While antireflux surgery is often proposed to patients with proton pump inhibitor-refractory GERD, a subgroup of patients remains symptomatic or experiences late complications of surgery, such as dyspepsia or dumping syndrome. “To select patients who will benefit most from surgery, and to minimize complication risk, we believe good selection of patients is pivotal,” explains Jan Tack, MD, PhD. With no international consensus guidelines on the clinical criteria and additional technical examinations used in patient selection for antireflux surgery, Dr. Tack and 34 other expert gastroenterologists, surgeons, and physiologists developed 37 statements for the International Consensus Regarding Preoperative Examinations and Clinical Characteristics Assessment to Select Adult Patients for Antireflux Surgery (ICARUS) Guidelines. Published in Gut, the guidelines aimed at summarizing knowledge on selection criteria.

Patient Characteristics

We believe the best candidates for anti-reflux surgery are those that experience typical reflux symptoms, and who have a response of their symptoms with acid suppressive therapy,” says Dr. Pauwels. “Patients with a hiatal hernia, patients with esophagitis grade B or higher, and patients with Barrett’s esophagus are good candidates for anti-reflux surgery (Table).”

In explaining why patients who respond well to medication are good candidates for surgery, Dr. Pauwels says that these patients have symptoms that are most likely caused by acid reflux and therefore highly likely to respond well to anti-reflux surgery, which “creates an extra barrier through which reflux of any acidity cannot occur. Of course, a patient who responds well to medication also has the option of long-term medical therapy, but not everyone wants to do this.”

Confirmatory Procedures

Although the exact timing of endoscopy has not been studied and is therefore not well defined, the guidelines recommend that it be performed in all patients considered for anti-reflux surgery, as the procedure aids in confirming hiatal hernia, esophagitis grade B or higher, or Barrett’s esophagus. Dr. Tack notes that grade A esophagitis is commonly seen upon endoscopy in asymptomatic patients, which alone does not make a patient suitable for anti-reflux surgery. While biopsies are not always necessary to take during endoscopy, the guidelines recommend doing so with signs of suspicion of eosinophilic esophagitis.

With the need to establish anatomy in order to optimize a surgical intervention, barium x-ray is recommended to be obtained in patients with suspicion of a hiatal hernia or short esophagus. For ruling out major motility disorders, esophageal manometry is needed, according to Dr.

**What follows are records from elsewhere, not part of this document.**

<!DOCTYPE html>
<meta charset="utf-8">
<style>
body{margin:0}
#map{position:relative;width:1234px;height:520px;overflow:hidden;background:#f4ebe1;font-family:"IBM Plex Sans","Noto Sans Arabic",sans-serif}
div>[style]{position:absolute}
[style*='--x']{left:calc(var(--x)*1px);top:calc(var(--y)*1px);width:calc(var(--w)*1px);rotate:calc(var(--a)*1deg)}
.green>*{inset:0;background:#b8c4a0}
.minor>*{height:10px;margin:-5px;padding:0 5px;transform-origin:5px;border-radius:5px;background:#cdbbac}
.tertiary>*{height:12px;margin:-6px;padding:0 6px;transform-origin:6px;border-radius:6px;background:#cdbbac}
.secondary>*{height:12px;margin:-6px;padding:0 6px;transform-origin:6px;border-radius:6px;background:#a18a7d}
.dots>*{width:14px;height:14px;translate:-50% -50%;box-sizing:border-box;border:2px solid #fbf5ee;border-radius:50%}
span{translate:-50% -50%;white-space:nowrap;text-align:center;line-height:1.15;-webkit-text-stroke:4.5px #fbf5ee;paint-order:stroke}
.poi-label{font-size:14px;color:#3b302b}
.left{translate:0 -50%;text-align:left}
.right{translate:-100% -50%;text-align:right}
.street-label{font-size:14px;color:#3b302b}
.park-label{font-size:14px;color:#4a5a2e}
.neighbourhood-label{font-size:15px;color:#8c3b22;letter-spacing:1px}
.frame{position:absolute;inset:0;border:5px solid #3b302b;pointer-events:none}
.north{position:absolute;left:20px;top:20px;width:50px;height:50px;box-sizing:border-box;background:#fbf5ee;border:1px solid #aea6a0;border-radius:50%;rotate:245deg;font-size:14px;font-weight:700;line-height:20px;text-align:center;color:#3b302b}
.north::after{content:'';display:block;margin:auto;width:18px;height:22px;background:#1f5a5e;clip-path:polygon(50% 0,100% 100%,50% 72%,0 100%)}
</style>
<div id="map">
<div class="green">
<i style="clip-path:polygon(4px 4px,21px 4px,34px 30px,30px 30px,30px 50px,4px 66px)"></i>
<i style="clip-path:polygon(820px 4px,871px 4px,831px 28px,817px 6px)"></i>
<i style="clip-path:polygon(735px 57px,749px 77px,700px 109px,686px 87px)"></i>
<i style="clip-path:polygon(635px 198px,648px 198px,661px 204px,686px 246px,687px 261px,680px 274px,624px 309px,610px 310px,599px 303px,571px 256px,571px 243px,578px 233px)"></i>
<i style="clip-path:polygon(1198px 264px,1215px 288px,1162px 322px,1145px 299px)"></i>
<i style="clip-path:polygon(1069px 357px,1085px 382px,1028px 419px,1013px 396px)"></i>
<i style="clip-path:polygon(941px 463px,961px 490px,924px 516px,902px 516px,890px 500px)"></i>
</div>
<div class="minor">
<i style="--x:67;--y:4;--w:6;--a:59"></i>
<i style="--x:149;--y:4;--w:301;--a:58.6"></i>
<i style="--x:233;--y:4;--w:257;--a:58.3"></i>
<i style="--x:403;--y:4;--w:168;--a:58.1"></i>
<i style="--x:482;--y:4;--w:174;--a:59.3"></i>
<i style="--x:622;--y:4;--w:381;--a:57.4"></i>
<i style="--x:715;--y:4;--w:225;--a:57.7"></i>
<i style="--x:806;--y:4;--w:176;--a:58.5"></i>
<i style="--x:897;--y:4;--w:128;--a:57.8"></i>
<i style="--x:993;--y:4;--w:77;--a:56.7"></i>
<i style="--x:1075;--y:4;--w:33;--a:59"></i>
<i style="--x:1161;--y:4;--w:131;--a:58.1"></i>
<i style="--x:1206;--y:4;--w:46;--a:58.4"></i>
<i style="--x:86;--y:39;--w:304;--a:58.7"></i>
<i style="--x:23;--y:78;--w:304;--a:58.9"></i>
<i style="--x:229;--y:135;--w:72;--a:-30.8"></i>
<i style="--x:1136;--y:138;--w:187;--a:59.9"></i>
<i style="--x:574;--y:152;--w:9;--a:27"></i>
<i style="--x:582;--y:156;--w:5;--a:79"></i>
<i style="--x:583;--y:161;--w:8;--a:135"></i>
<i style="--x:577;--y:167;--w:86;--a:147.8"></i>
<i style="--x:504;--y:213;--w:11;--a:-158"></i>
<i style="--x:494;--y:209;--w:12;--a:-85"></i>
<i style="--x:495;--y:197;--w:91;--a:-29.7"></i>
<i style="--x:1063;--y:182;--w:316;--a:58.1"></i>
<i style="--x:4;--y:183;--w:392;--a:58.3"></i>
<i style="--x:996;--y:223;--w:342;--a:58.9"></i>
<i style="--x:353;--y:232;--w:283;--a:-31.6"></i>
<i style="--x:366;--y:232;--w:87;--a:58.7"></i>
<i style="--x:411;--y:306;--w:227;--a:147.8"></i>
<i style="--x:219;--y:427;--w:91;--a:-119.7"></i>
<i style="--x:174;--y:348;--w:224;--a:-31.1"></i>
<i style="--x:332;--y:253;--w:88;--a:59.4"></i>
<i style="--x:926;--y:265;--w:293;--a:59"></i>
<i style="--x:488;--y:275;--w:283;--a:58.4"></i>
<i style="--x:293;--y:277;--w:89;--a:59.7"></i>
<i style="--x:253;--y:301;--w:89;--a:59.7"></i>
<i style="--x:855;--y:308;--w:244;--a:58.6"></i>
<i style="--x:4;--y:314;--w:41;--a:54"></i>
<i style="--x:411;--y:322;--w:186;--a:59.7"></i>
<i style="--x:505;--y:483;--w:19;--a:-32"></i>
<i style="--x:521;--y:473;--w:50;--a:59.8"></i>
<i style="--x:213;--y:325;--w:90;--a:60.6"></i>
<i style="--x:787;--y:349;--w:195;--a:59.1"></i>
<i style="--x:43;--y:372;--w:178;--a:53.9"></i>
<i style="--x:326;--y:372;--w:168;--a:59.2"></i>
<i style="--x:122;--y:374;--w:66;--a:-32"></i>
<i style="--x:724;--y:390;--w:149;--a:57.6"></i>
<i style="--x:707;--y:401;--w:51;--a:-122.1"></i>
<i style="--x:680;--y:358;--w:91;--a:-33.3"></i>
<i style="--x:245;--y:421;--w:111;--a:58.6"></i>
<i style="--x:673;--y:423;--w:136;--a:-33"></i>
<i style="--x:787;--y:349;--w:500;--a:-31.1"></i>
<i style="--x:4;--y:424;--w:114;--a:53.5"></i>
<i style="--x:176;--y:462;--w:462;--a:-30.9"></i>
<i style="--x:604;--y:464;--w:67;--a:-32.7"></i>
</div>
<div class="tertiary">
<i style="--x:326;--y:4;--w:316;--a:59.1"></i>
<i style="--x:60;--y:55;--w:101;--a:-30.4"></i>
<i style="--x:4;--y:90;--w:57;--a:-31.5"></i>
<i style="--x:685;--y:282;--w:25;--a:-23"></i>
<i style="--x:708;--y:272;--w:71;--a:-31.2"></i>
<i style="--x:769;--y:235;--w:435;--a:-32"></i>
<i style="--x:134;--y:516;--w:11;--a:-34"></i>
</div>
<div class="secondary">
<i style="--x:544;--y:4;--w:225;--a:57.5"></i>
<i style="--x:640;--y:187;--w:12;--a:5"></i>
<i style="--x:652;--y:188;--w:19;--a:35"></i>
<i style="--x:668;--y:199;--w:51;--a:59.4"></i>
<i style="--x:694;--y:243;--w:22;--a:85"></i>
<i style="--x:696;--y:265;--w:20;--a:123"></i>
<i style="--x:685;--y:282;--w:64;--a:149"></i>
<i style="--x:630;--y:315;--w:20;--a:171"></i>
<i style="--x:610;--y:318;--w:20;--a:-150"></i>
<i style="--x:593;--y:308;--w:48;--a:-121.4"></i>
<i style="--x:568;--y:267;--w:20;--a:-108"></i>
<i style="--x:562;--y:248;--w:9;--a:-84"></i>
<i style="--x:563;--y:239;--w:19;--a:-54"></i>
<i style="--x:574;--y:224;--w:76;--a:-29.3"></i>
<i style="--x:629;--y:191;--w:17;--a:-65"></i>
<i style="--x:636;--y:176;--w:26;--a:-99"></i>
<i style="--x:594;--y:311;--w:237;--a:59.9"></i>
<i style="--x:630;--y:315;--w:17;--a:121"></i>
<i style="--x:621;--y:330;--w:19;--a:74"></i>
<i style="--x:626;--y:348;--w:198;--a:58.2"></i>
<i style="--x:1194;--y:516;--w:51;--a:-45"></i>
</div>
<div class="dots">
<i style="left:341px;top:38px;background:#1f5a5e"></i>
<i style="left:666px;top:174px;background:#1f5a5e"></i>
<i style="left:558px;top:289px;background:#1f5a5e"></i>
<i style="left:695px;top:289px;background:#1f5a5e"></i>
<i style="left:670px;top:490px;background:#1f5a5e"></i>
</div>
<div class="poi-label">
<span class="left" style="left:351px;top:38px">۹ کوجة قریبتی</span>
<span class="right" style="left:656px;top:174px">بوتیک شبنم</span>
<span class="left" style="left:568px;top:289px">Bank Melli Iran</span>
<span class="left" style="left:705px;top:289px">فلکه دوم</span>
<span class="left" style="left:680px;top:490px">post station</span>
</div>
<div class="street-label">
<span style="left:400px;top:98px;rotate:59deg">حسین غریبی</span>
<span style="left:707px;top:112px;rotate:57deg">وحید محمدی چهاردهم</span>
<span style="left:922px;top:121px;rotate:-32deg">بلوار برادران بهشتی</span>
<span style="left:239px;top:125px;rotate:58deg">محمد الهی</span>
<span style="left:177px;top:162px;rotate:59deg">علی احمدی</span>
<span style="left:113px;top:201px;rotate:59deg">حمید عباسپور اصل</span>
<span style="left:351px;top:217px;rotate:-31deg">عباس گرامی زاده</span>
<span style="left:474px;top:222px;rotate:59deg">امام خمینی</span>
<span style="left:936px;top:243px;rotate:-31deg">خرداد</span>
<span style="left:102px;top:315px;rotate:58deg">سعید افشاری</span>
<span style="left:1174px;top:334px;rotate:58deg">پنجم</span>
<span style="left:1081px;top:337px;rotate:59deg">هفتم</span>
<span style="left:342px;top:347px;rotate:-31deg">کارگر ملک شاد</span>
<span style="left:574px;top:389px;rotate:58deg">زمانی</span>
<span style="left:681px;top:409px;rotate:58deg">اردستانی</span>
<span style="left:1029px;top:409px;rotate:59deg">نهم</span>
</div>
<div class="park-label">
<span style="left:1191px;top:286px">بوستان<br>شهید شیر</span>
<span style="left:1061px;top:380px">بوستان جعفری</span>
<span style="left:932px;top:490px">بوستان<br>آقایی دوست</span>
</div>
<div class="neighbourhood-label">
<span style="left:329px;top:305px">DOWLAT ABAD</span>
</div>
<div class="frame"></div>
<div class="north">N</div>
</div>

Tack. “Some patients with achalasia have symptoms of heartburn, and sending them for anti-reflux surgery would obviously not be beneficial,” she adds. 

The guidelines recommend that reflux monitoring (pH or pH-impedance monitoring) be performed in all patients undergoing surgery, preferably when they are off PPI therapy. “In this way, objective reflux can be documented,” notes Dr. Pauwels. “Patients without increased reflux parameters and without any symptom correlation are not likely to benefit from anti-reflux surgery.”

Postop & Beyond

With no evidence to suggest that delayed gastric emptying for solids is associated with poor outcomes after anti-reflux surgery, the ICARUS panel suggests that routine gastric emptying testing is not needed for patients who may be referred for anti-reflux surgery.

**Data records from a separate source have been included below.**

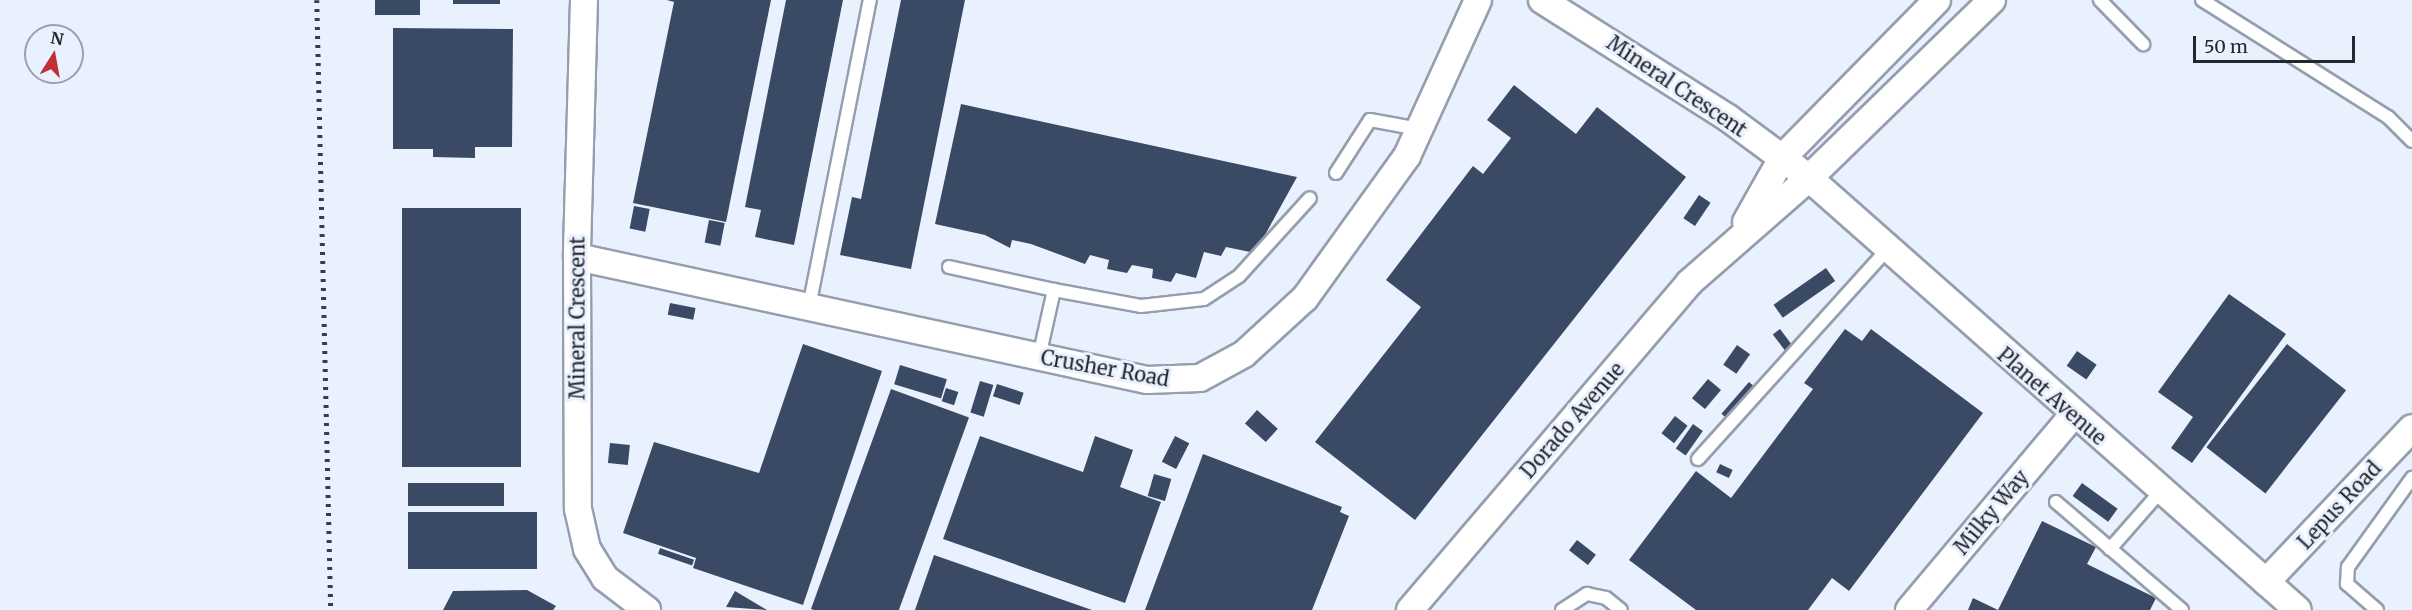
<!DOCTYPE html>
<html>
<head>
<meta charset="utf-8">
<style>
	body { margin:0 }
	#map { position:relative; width:2412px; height:610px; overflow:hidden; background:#eaf1fe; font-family:Merriweather,serif }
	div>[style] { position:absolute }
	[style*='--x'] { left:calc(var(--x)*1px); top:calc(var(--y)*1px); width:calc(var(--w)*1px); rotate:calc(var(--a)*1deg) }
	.building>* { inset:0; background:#3b4a64; transform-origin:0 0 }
	.roads { filter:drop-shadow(2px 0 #959ead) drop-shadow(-2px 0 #959ead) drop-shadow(0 2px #959ead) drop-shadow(0 -2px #959ead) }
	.lane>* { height:12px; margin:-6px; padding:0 6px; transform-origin:6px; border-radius:6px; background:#fff }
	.street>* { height:26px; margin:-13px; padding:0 13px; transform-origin:13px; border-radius:13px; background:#fff }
	.rail>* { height:4.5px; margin-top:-2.25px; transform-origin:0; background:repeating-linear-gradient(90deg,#393c43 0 3px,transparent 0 9px) }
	span { translate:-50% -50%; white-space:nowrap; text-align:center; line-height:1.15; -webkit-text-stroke:6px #eaf1fe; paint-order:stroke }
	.street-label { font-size:20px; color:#24272d }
	.north { position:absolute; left:24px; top:24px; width:60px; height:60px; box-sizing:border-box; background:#eaf1fe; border:2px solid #9ba0aa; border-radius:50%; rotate:11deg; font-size:16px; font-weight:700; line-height:24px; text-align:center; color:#24272d }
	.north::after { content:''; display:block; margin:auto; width:21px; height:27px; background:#bf2f37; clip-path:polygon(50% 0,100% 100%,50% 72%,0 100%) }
	.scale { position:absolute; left:2193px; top:36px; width:162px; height:27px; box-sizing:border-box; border:3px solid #24272d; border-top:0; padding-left:8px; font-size:18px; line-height:21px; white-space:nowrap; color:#24272d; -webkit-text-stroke:4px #eaf1fe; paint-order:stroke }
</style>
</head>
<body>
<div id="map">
	<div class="building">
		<i style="left:375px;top:0;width:45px;height:15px"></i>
		<i style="left:453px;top:0;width:47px;height:4px"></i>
		<i style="clip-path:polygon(771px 0,726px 222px,633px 203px,674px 2px,667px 0)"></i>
		<i style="clip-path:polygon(786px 0,843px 0,794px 245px,755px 237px,761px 210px,745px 207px)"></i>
		<i style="clip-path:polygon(901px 0,965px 0,911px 269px,840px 255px,852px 197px,861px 199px)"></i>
		<i style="clip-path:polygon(393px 28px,513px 29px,512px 147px,475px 147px,475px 158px,433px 157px,433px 149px,393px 149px)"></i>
		<i style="clip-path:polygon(1514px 85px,1576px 134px,1597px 107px,1686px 177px,1415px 520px,1315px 442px,1421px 307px,1386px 280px,1473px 166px,1483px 174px,1511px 138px,1487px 120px)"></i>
		<i style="clip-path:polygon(961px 104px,1297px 177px,1255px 253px,1226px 247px,1221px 256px,1204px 252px,1196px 278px,1176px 273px,1171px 282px,1152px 278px,1153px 269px,1132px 265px,1127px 273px,1107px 269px,1109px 260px,1090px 255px,1085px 264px,1031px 244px,1012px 240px,1010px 248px,985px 235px,935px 224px)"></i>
		<i style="left:1699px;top:195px;width:14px;height:28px;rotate:34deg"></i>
		<i style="left:634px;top:206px;width:16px;height:23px;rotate:11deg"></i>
		<i style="left:402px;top:208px;width:119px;height:259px"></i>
		<i style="left:709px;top:220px;width:16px;height:23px;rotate:11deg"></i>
		<i style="left:1826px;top:268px;width:16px;height:64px;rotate:55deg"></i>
		<i style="clip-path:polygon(2229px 294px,2286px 334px,2192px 463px,2171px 448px,2193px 417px,2158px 392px)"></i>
		<i style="left:670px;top:303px;width:26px;height:12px;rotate:11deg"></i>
		<i style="left:1780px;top:329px;width:26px;height:9px;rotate:53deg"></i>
		<i style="clip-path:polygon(1845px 329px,1862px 341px,1871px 329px,1983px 413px,1849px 591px,1832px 578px,1808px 610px,1696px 610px,1629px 560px,1696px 471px,1731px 498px,1813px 389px,1804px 383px)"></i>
		<i style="clip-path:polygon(803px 344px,882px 371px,803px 605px,693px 568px,696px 558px,623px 533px,654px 442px,759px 473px)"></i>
		<i style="left:2287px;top:344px;width:75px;height:131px;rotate:38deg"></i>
		<i style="left:1737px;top:345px;width:16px;height:24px;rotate:35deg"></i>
		<i style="left:2077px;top:351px;width:24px;height:18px;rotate:35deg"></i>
		<i style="left:900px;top:365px;width:49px;height:20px;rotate:17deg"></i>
		<i style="left:1708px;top:379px;width:17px;height:25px;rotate:40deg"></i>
		<i style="left:980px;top:381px;width:14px;height:33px;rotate:17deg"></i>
		<i style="left:1749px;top:382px;width:11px;height:42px;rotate:41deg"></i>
		<i style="left:997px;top:384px;width:28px;height:13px;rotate:18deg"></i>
		<i style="left:946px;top:388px;width:13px;height:14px;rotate:18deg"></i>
		<i style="left:891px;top:389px;width:83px;height:234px;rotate:20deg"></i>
		<i style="left:1257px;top:410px;width:28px;height:18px;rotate:42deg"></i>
		<i style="left:1675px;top:416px;width:16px;height:22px;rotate:38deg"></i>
		<i style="left:1693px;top:424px;width:12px;height:30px;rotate:35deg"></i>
		<i style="clip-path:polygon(980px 436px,1083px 472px,1095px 436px,1133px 450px,1120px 487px,1161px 502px,1125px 603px,943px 539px)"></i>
		<i style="left:1175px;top:436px;width:16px;height:29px;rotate:27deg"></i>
		<i style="left:610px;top:443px;width:20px;height:20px;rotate:6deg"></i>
		<i style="clip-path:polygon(1203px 454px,1342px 507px,1340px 512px,1349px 516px,1312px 610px,1145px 610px)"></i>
		<i style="left:1720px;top:464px;width:14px;height:9px;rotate:25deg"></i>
		<i style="left:1154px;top:474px;width:18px;height:23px;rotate:16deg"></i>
		<i style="left:504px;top:483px;width:23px;height:96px;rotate:90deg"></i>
		<i style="left:2082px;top:483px;width:44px;height:16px;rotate:36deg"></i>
		<i style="left:408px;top:512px;width:129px;height:57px"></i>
		<i style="clip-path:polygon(2042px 521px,2096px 547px,2087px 564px,2156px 598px,2150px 610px,1998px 610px)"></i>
		<i style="left:1577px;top:540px;width:24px;height:13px;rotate:38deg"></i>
		<i style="left:660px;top:548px;width:36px;height:6px;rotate:19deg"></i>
		<i style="clip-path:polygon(934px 555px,1092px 610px,915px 610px)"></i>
		<i style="clip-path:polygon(527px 590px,556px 606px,553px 610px,443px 610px,453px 591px)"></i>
		<i style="clip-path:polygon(735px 591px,767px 610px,726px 607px)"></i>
		<i style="clip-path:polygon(1973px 598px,1998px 610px,1968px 610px)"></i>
	</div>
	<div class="roads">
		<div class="lane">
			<i style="--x:2100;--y:0;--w:62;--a:45.7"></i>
			<i style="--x:2202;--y:0;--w:220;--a:32.2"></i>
			<i style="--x:2388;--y:117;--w:34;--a:45"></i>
			<i style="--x:1336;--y:173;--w:63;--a:-57.3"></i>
			<i style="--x:1370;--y:120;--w:50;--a:10.4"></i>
			<i style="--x:949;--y:267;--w:107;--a:12.4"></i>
			<i style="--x:809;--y:307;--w:313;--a:-78.8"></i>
			<i style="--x:1039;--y:357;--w:69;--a:-77.4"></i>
			<i style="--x:1054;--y:290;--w:88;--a:10.4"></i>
			<i style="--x:1141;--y:306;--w:63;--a:-6.3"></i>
			<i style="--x:1204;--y:299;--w:42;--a:-33.3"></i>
			<i style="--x:1239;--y:276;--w:105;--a:-47.7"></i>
			<i style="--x:1698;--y:459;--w:280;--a:-47.9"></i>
			<i style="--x:2056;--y:502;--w:166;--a:40.6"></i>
			<i style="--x:2110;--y:549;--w:77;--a:-48.7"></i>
			<i style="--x:1562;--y:610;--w:30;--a:-33"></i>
			<i style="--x:1587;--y:594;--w:19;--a:12"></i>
			<i style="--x:1606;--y:598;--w:19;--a:39"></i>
			<i style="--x:2377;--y:610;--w:40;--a:-139"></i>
			<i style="--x:2347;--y:584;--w:17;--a:-87"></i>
			<i style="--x:2348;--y:567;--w:110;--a:-54.3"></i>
		</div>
		<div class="street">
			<i style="--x:584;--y:0;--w:257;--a:91.6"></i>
			<i style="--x:577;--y:257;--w:252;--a:89.8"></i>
			<i style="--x:578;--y:509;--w:41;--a:77.3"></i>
			<i style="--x:587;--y:549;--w:34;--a:58"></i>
			<i style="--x:605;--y:578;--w:53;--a:37.3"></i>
			<i style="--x:1542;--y:0;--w:220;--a:32.4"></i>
			<i style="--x:1728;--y:118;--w:101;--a:36.5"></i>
			<i style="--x:1809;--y:178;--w:652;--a:41.46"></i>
			<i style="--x:1746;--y:222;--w:73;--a:-60.6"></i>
			<i style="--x:1782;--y:158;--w:221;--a:-45.5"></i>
			<i style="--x:577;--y:257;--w:583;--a:12.18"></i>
			<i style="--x:1147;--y:380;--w:53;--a:-2.2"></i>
			<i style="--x:1200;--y:378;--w:50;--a:-28.6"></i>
			<i style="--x:1244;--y:354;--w:83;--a:-42.6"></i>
			<i style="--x:1305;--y:298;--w:175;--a:-54.3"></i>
			<i style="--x:1407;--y:156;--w:171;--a:-65.5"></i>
			<i style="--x:2266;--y:582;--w:212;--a:-46.5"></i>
			<i style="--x:1410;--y:610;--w:430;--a:-49.5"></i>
			<i style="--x:1689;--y:283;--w:159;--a:-41.2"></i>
			<i style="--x:1809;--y:178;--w:255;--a:-44.2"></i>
			<i style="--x:1909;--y:610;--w:255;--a:-49.9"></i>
		</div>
	</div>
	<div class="rail">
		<i style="--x:317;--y:0;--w:610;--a:88.69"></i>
	</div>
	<div class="street-label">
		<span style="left:1677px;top:86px;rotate:34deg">Mineral Crescent</span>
		<span style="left:577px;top:318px;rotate:-90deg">Mineral Crescent</span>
		<span style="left:1105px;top:368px;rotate:10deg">Crusher Road</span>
		<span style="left:2052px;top:396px;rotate:41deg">Planet Avenue</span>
		<span style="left:1572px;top:420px;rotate:-49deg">Dorado Avenue</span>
		<span style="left:2339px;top:505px;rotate:-47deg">Lepus Road</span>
		<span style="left:1991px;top:512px;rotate:-50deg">Milky Way</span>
	</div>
	<div class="north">N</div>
	<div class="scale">50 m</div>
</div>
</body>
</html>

“The current guideline was built both on the expertise of the multidisciplinary panel and on a thorough review of the literature,” explains Dr. Tack. “Nevertheless, we identified many areas of uncertainty. Ongoing and planned research, presumably using large case series studied in a uniform way, have the potential to fill these gaps in our knowledge. Scientific organizations, such as the International Society for Diseases of the Esophagus, could initiate and support such effort.” In the meantime, he suggests that clinicians be aware of the ICARUS recommendations of good candidates and the identification of those who are not good candidates when considering anti-reflux surgery in a given patient. “They should also make sure all recommended examinations have been performed and give a result that confirms the patient as being eligible for surgery,” he adds.